Defendant next contends that it should not have been ordered to grant plaintiff a permit because a city ordinance required the filing of plats or plans with a building permit application and plaintiff failed to file either plats or plans with its application. This contention was raised for the first time in defendant's answer to the mandamus complaint. At the hearing before the Zoning Board of Appeals the board secretary said:
Mr. DeVito [the Berwyn Commissioner of Public Works] has not transmitted any file in this matter. He has stated to us that the only matters involved here are a request for a permit and the denial of the permit based on the zoning. Consequently, the only issue that we would be concerned with here would be whether or not the property in question is zoned as you allege it to be and not the entire contents of his file.

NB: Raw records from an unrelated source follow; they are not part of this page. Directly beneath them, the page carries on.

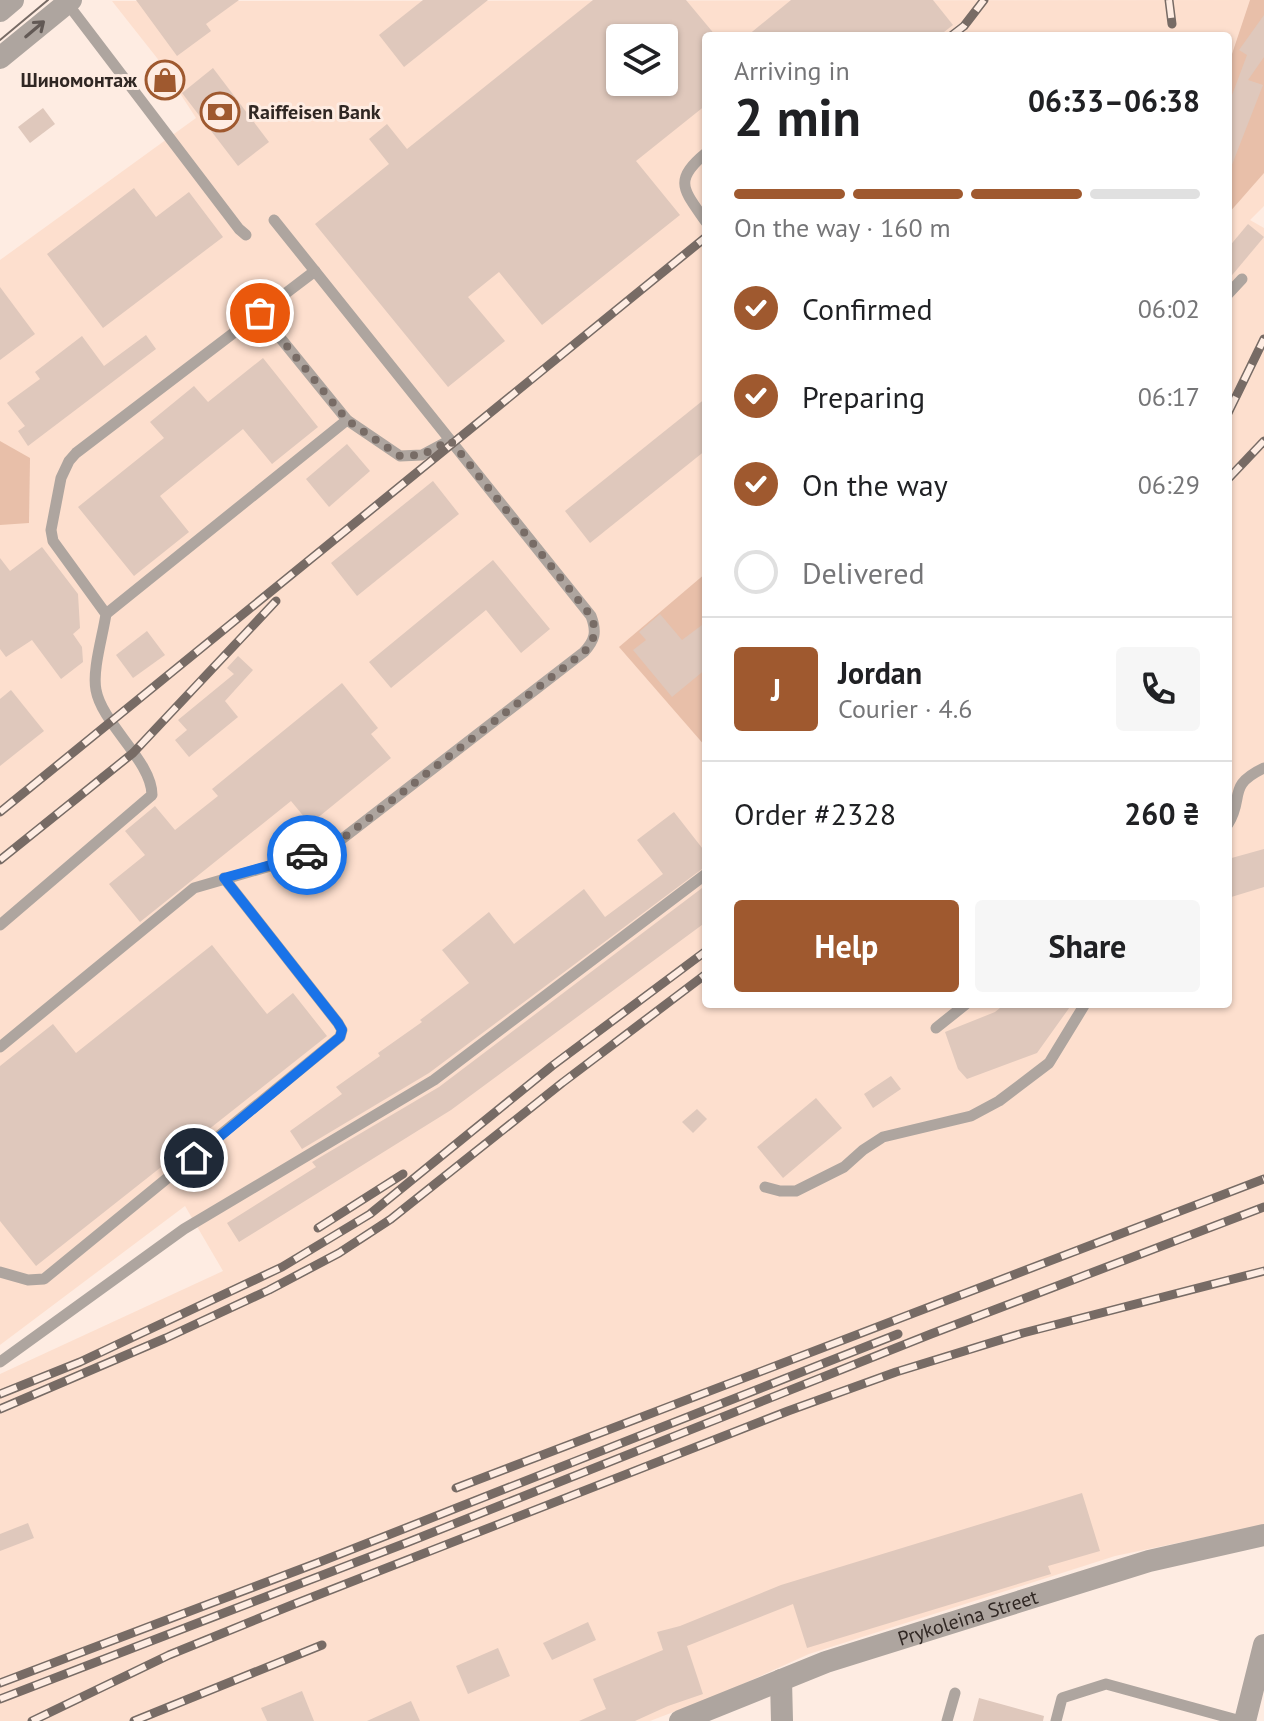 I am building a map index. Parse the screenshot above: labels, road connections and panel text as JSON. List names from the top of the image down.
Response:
{
  "streets": {
    "street": ["Prykoleina Street"]
  },
  "places": {
    "shop": ["Шиномонтаж"],
    "bank": ["Raiffeisen Bank"]
  },
  "page": {
    "heading": ["2 min", "Arriving in", "06:33–06:38"],
    "panel": [
      "Jordan",
      "Courier · 4.6",
      "Order #2328",
      "260 ₴"
    ],
    "bar": "On the way · 160 m",
    "list": [
      ["Confirmed", "06:02"],
      ["Preparing", "06:17"],
      ["On the way", "06:29"],
      "Delivered"
    ],
    "round": "J",
    "buttons": ["Help", "Share"]
  }
} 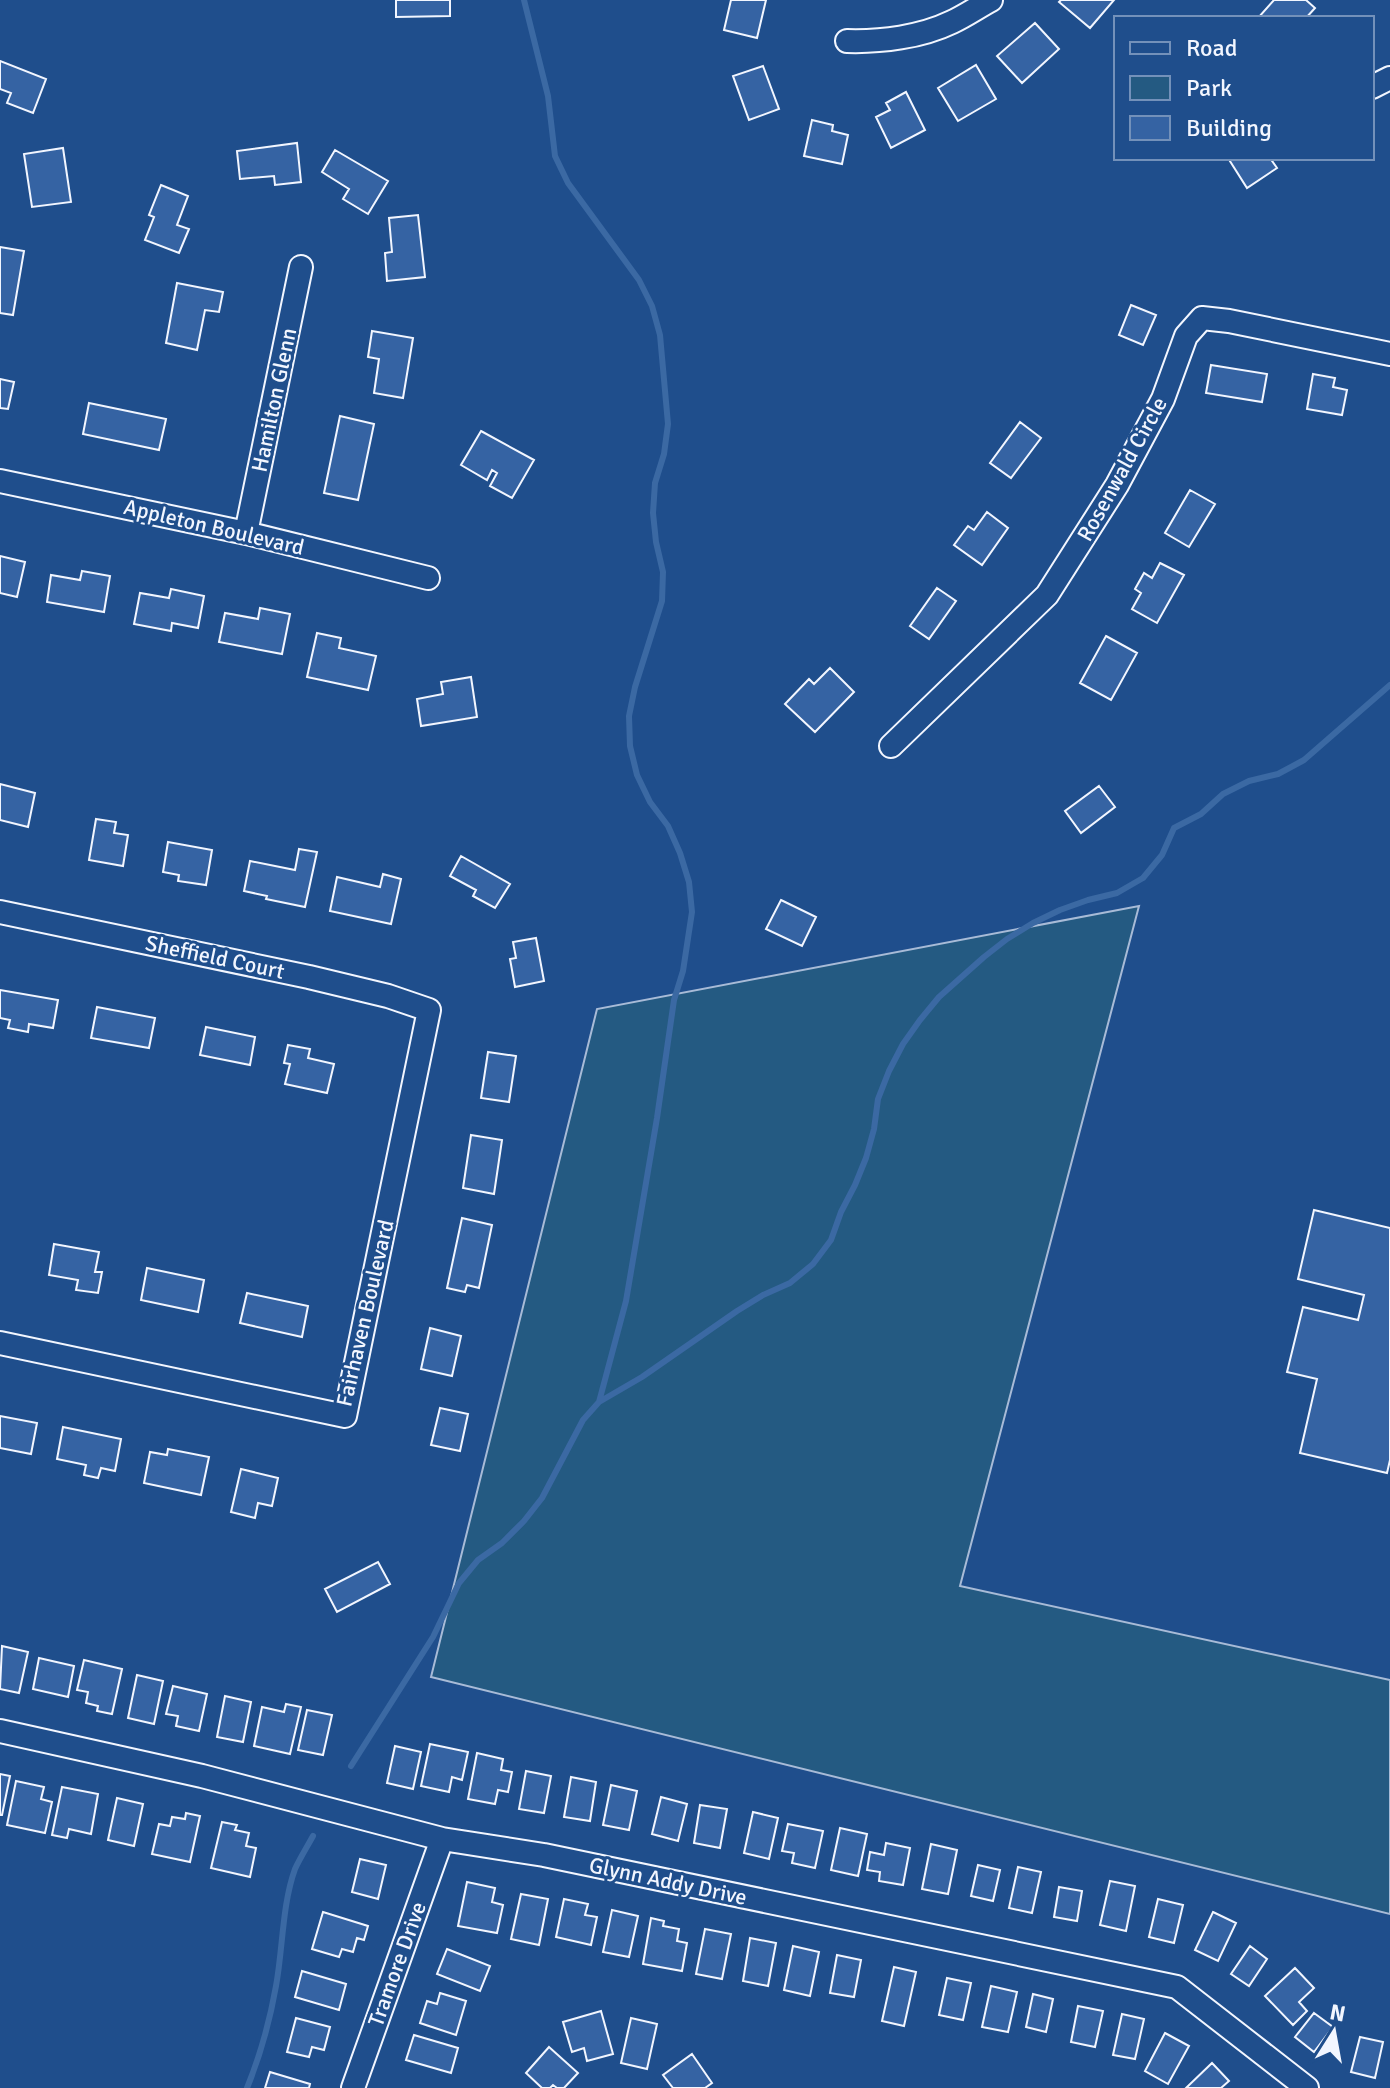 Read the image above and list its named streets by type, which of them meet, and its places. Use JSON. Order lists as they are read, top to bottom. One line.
{"streets":{"street":["Hamilton Glenn","Rosenwald Circle","Appleton Boulevard","Sheffield Court","Fairhaven Boulevard","Glynn Addy Drive","Tramore Drive"]},"crossings":[["Hamilton Glenn","Appleton Boulevard"],["Sheffield Court","Fairhaven Boulevard"],["Glynn Addy Drive","Tramore Drive"]],"legend":["Road","Park","Building"],"north":"top"} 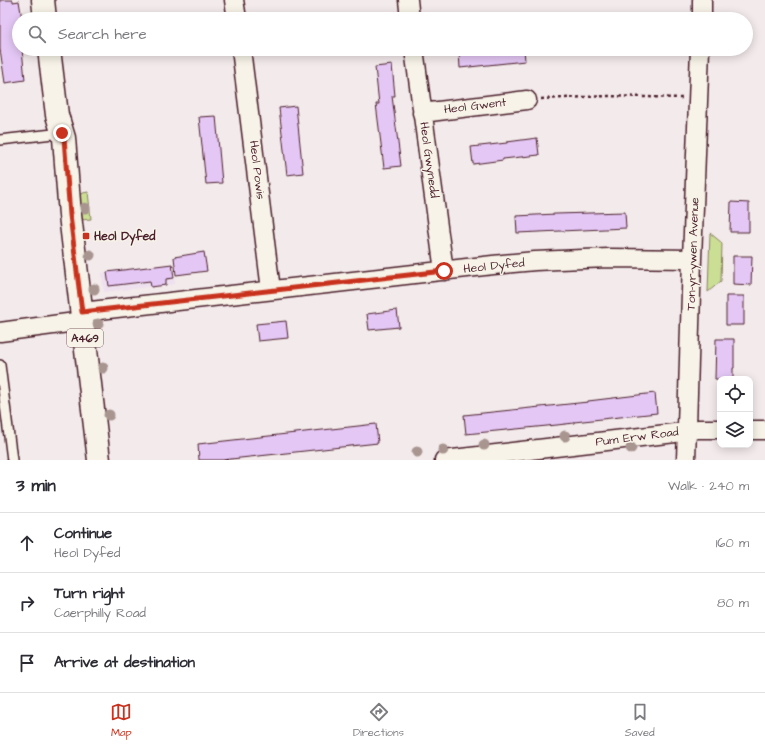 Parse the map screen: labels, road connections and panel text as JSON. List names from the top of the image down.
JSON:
{
  "streets": {
    "main road": ["A469"],
    "street": [
      "Heol Gwent",
      "Heol Gwynedd",
      "Heol Powis",
      "Ton-yr-ywen Avenue",
      "Heol Dyfed",
      "Pum Erw Road"
    ]
  },
  "crossings": [
    ["Heol Gwent", "Heol Gwynedd"],
    ["Heol Gwynedd", "Heol Dyfed"],
    ["Heol Powis", "Heol Dyfed"],
    ["Ton-yr-ywen Avenue", "Heol Dyfed"],
    ["Ton-yr-ywen Avenue", "Pum Erw Road"],
    ["Heol Dyfed", "A469"]
  ],
  "places": {
    "transit": ["Heol Dyfed"]
  },
  "page": {
    "search": "Search here",
    "heading": ["3 min", "Walk · 240 m"],
    "list": [
      ["Continue", "Heol Dyfed", "160 m"],
      ["Turn right", "Caerphilly Road", "80 m"],
      "Arrive at destination"
    ],
    "nav": ["Map", "Directions", "Saved"]
  }
} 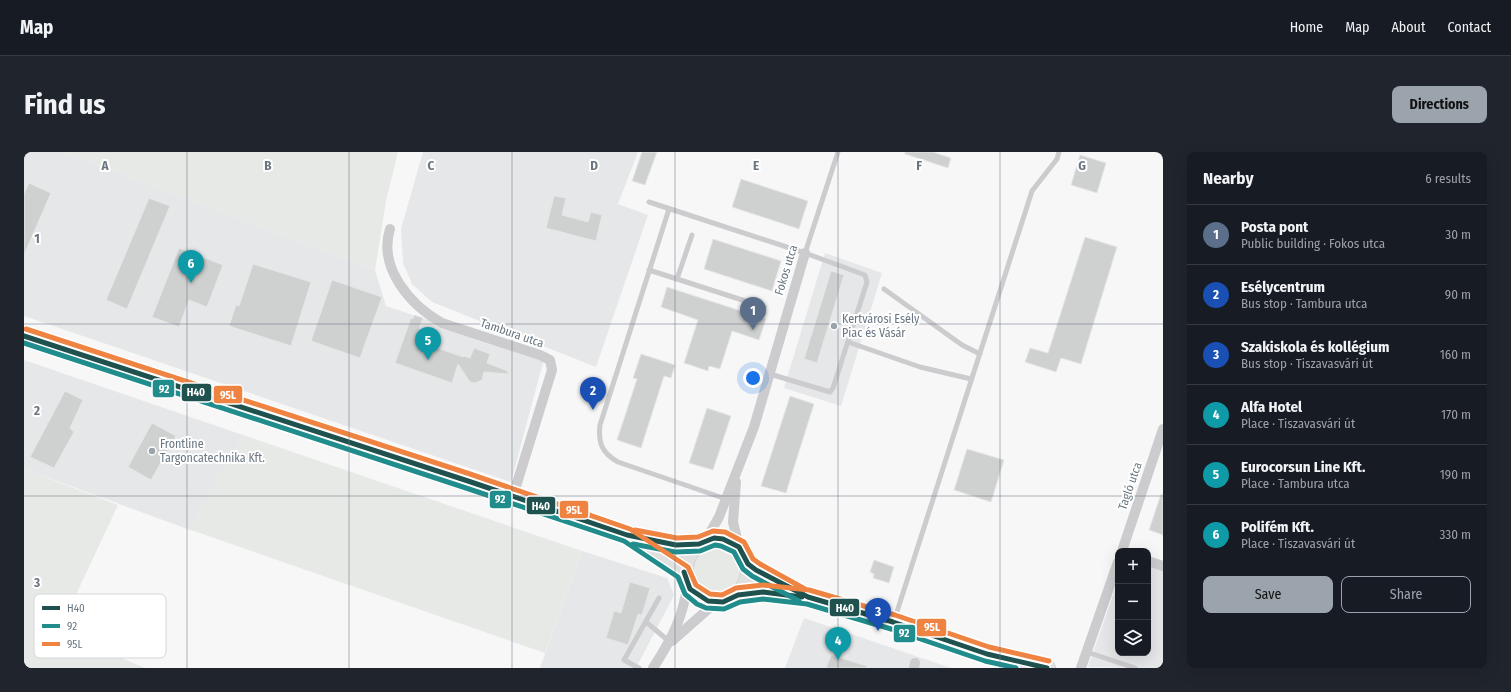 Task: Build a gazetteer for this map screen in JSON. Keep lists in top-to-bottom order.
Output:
{
  "streets": {
    "street": ["Fokos utca", "Tambura utca", "Tagló utca"]
  },
  "places": ["Kertvárosi Esély Piac és Vásár", "Frontline Targoncatechnika Kft."],
  "lines": ["transit line 95L", "transit line H40", "transit line 92"],
  "legend": ["H40", "92", "95L"],
  "page": {
    "header": "Map",
    "nav": [
      "Home",
      "Map",
      "About",
      "Contact"
    ],
    "buttons": [
      "Directions",
      ["Save", "Share"]
    ],
    "title": "Find us",
    "heading": ["Nearby", "6 results"],
    "list": [
      {
        "mark": "1",
        "name": "Posta pont",
        "note": "Public building · Fokos utca",
        "value": "30 m"
      },
      {
        "mark": "2",
        "name": "Esélycentrum",
        "note": "Bus stop · Tambura utca",
        "value": "90 m"
      },
      {
        "mark": "3",
        "name": "Szakiskola és kollégium",
        "note": "Bus stop · Tiszavasvári út",
        "value": "160 m"
      },
      {
        "mark": "4",
        "name": "Alfa Hotel",
        "note": "Place · Tiszavasvári út",
        "value": "170 m"
      },
      {
        "mark": "5",
        "name": "Eurocorsun Line Kft.",
        "note": "Place · Tambura utca",
        "value": "190 m"
      },
      {
        "mark": "6",
        "name": "Polifém Kft.",
        "note": "Place · Tiszavasvári út",
        "value": "330 m"
      }
    ],
    "pins": [
      "6",
      "1",
      "5",
      "2",
      "3",
      "4"
    ],
    "map_buttons": ["+", "−"]
  },
  "grid": {
    "columns": [
      "A",
      "B",
      "C",
      "D",
      "E",
      "F",
      "G"
    ],
    "rows": ["1", "2", "3"]
  }
}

Plaintiff's lawyer testified at the Zoning Board hearing that the Commissioner had informed him that zoning was the sole reason for the denial of the permit. At that hearing Mr. Peter J. Fiflis, plaintiff's president, testified that he did submit a copy of the plans with the application. Furthermore, the record there included a copy of a letter which accompanied the permit application and which stated that the plans had been attached. In the instant case the Commissioner's affidavit stated that "no plats or plans accompanied Mr. Peter Fiflis' letter of April 15, 1966." However, he failed to appear at the hearing of the Zoning Board and failed to comply with an ordinance requiring him to transmit to it "the papers constituting the record upon which the action appealed from was taken." Therefore, under the circumstances his conclusion that no plans were filed does not raise a genuine issue of fact. (Ill Rev Stats (1965) c 110, § 57 (3).)
We find no error in the issuance of the Writ of Mandamus. The judgment of the Circuit Court is therefore affirmed.
McCORMICK, P.J. and ENGLISH, J., concur.